Just a wild card.
The Federal injection and AFAIK the later flapper had a bank of resistors bolted to a stud on the back of the LH head.
If the resistor pack became loose or a poor connection it caused bad or no running.
Regards Philip A
The flapper system has an earth point at the back of the LH head and this is definitely a likely problem if there is no injection at all. However the problems included flooding on one bank which suggests power and fuel pump are present.

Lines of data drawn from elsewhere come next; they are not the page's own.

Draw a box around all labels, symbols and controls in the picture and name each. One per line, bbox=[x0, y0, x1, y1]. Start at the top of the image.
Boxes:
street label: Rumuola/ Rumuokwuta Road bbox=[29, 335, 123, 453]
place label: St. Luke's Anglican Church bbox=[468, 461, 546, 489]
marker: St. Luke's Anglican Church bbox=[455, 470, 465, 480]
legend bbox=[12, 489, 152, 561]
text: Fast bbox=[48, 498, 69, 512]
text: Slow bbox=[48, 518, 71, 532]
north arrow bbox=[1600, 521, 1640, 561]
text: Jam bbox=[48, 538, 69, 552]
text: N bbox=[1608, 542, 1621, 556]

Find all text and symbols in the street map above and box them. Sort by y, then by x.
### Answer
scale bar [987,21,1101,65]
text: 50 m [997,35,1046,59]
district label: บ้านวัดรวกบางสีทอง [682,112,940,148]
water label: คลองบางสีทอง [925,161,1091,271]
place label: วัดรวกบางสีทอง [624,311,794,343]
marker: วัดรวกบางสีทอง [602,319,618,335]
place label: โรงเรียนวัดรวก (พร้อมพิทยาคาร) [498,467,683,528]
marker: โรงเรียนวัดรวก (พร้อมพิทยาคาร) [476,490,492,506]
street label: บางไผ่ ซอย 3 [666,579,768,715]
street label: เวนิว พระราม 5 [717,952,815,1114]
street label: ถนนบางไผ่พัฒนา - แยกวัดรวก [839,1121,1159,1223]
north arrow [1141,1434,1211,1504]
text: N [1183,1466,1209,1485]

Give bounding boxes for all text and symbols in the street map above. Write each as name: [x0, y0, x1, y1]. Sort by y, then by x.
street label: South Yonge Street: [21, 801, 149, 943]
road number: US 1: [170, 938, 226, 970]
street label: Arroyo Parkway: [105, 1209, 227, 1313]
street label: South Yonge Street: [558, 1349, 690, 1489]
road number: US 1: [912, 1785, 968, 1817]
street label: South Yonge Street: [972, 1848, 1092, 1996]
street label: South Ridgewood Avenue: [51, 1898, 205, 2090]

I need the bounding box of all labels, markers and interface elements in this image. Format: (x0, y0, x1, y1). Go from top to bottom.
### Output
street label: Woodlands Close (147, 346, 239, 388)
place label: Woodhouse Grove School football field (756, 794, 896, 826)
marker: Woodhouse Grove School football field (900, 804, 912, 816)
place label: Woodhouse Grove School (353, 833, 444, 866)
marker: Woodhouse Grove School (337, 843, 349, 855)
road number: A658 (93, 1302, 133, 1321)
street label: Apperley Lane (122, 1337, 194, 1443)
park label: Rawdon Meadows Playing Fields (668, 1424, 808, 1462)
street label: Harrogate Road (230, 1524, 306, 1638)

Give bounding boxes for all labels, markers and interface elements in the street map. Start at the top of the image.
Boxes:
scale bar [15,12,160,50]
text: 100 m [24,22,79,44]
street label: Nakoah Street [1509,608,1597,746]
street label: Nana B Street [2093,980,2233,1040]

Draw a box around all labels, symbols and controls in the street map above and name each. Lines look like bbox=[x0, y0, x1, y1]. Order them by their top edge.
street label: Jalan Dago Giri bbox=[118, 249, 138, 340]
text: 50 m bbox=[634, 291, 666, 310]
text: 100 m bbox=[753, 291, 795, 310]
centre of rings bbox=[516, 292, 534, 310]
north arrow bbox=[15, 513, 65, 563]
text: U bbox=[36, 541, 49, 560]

The resistor block lives near the bracket the flapper is mounted to.
Anyway, this isn't a flapper system, it's a later model 14CUX.
Regardless of the above a thorough diagnosis of the EFI system isn't that hard to do unless you have no working knowledge whatsoever of automotive electricals. Either you gain the knowledge or find someone who has it.
I have some idea but I could get someone to come and have a look. My only issue with electrics is testing. I know it has it all in the manual but if your willing to guide me I'm a fast learner. And at the same time I will be able to pass it on to others
The box with "petrol-gas" with a small hole in the window is the petrol start controller. It energises the petrol injector cut relays for a moment while the starter motor is operated. Generally gas fitters adjust them for way too much petrol. Put a tiny screw driver into the adjustment hole and adjust it back so the time is around 1/2 to 3/4 second maximum. Any more and it'll drown the engine on cranking.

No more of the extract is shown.